> [To do] Please copy out every line in the records below that includes the word "Eleven".

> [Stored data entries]
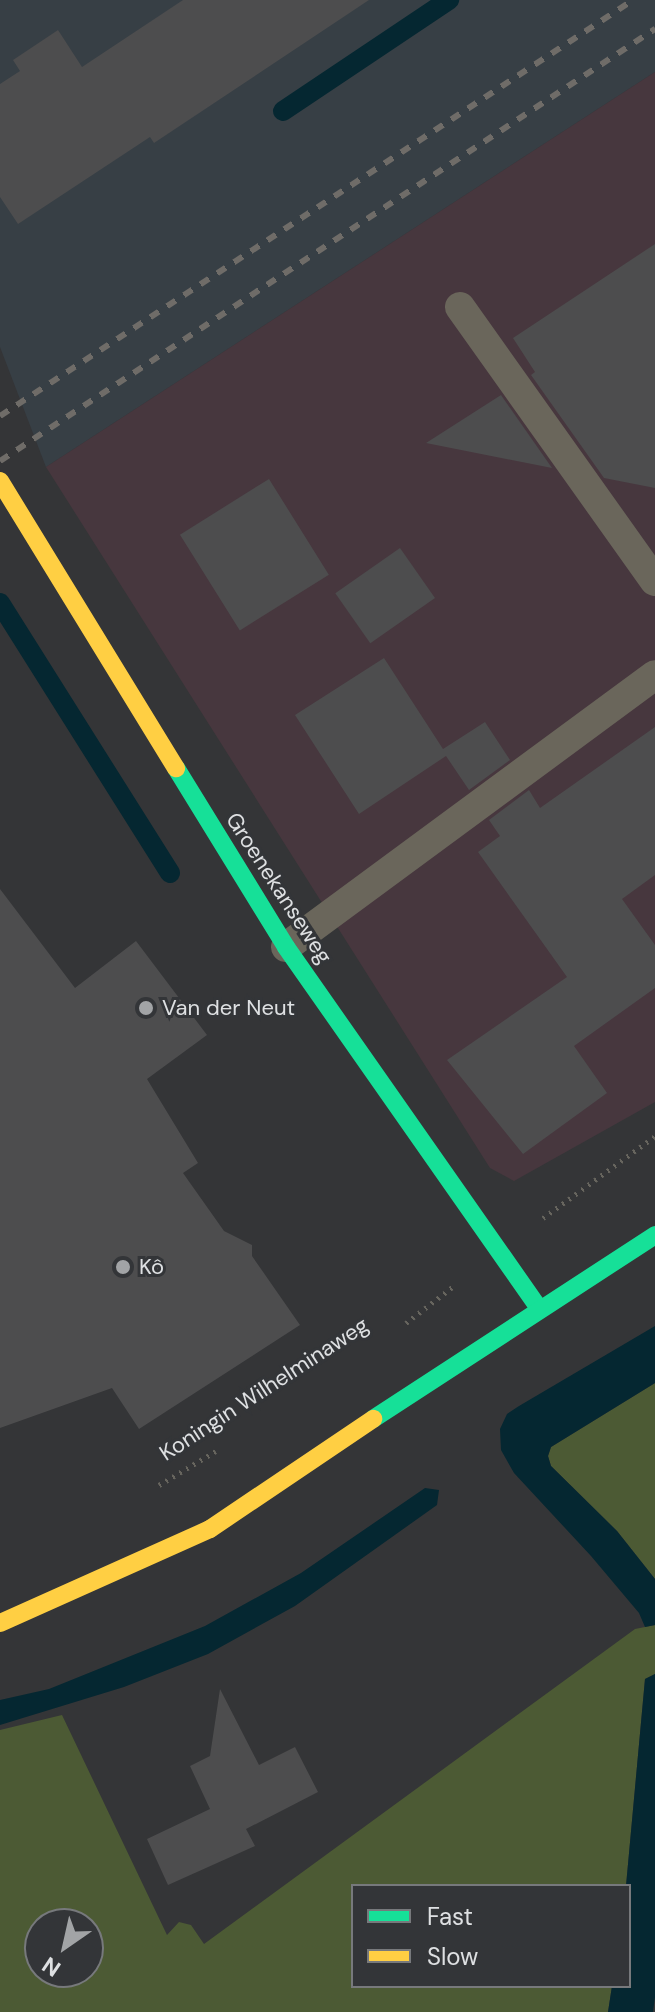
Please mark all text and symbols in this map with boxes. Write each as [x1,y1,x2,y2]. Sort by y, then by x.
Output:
street label: Groenekanseweg [220,807,338,969]
place label: Van der Neut [162,995,295,1021]
marker: Van der Neut [137,999,155,1017]
place label: Kô [139,1254,164,1280]
marker: Kô [114,1258,132,1276]
street label: Koningin Wilhelminaweg [155,1312,373,1466]
legend [351,1884,631,1988]
text: Fast [427,1901,473,1932]
north arrow [24,1908,104,1988]
text: Slow [427,1941,478,1972]
text: N [37,1950,66,1983]

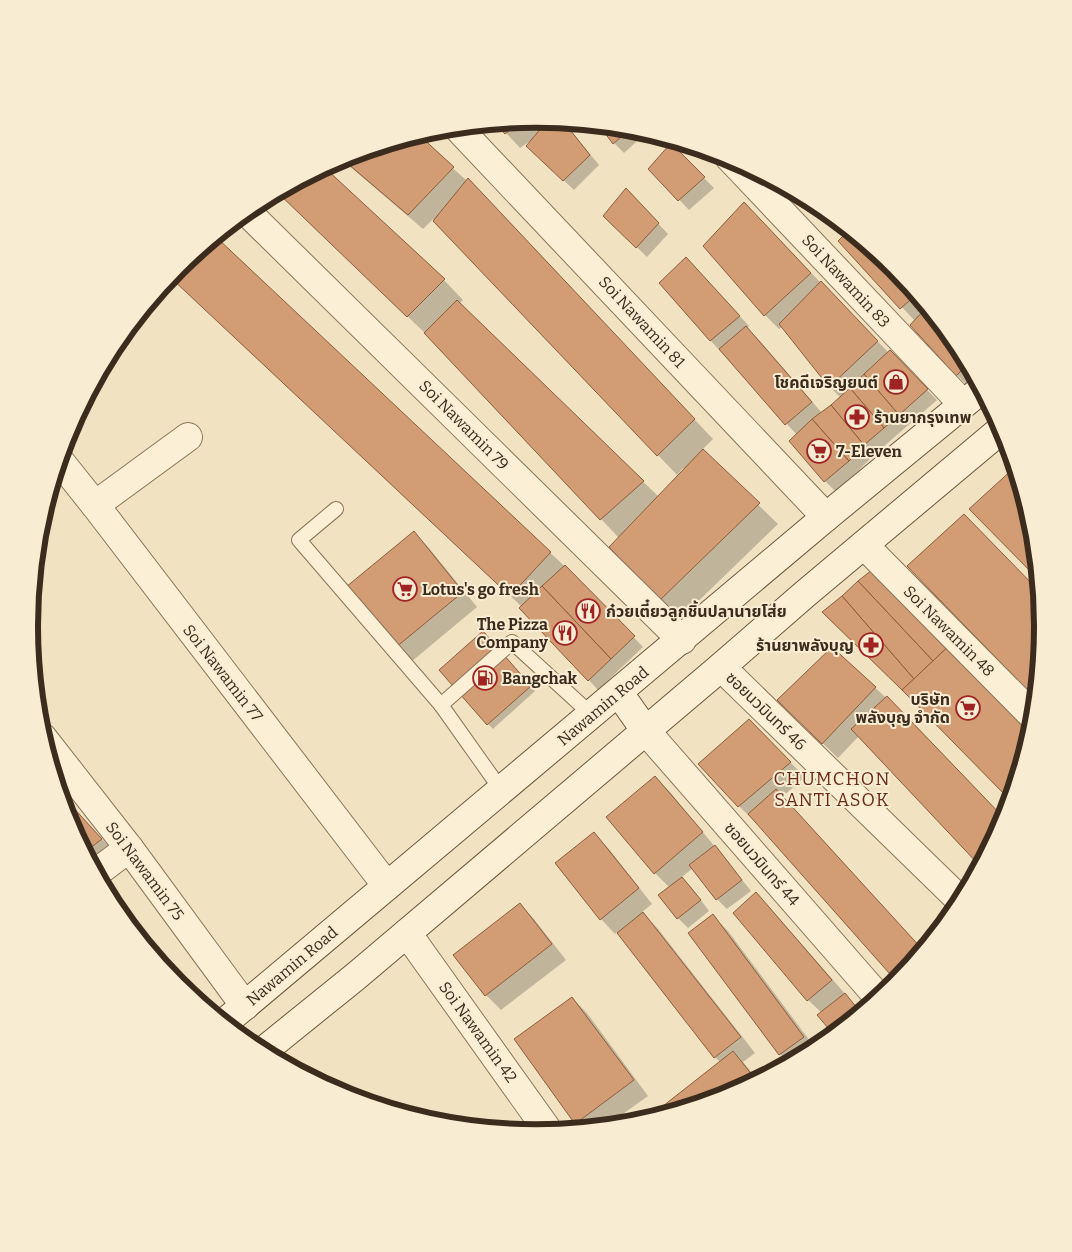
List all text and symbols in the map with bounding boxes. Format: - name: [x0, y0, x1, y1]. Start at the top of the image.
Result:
- street label: Soi Nawamin 83: [798, 231, 894, 331]
- street label: Soi Nawamin 81: [595, 272, 690, 372]
- shop icon: โชคดีเจริญยนต์: [883, 369, 909, 395]
- place label: โชคดีเจริญยนต์: [775, 373, 878, 392]
- street label: Soi Nawamin 79: [415, 376, 513, 474]
- pharmacy icon: ร้านยากรุงเทพ: [844, 404, 870, 430]
- place label: ร้านยากรุงเทพ: [874, 408, 972, 427]
- supermarket icon: 7-Eleven: [806, 438, 832, 464]
- place label: 7-Eleven: [836, 442, 903, 461]
- supermarket icon: Lotus's go fresh: [392, 576, 418, 602]
- place label: Lotus's go fresh: [422, 580, 539, 599]
- street label: Soi Nawamin 48: [900, 582, 998, 680]
- restaurant icon: ก๋วยเตี๋ยวลูกชิ้นปลานายโส่ย: [575, 598, 601, 624]
- place label: ก๋วยเตี๋ยวลูกชิ้นปลานายโส่ย: [606, 599, 787, 622]
- place label: The Pizza Company: [476, 615, 548, 652]
- restaurant icon: The Pizza Company: [552, 620, 578, 646]
- street label: Soi Nawamin 77: [179, 621, 267, 725]
- pharmacy icon: ร้านยาพลังบุญ: [858, 632, 884, 658]
- place label: ร้านยาพลังบุญ: [756, 636, 854, 655]
- street label: Nawamin Road: [554, 662, 653, 750]
- fuel station icon: Bangchak: [472, 665, 498, 691]
- street label: ซอยนวมินทร์ 46: [722, 668, 810, 754]
- place label: Bangchak: [502, 669, 578, 688]
- place label: บริษัท พลังบุญ จำกัด: [856, 690, 950, 727]
- supermarket icon: บริษัท พลังบุญ จำกัด: [955, 695, 981, 721]
- district label: CHUMCHON SANTI ASOK: [774, 768, 890, 811]
- street label: Soi Nawamin 75: [102, 818, 188, 924]
- street label: ซอยนวมินทร์ 44: [721, 818, 804, 910]
- street label: Nawamin Road: [243, 922, 342, 1010]
- street label: Soi Nawamin 42: [435, 978, 521, 1086]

> [Task result]
- supermarket icon: 7-Eleven: [806, 438, 832, 464]
- place label: 7-Eleven: [836, 442, 903, 461]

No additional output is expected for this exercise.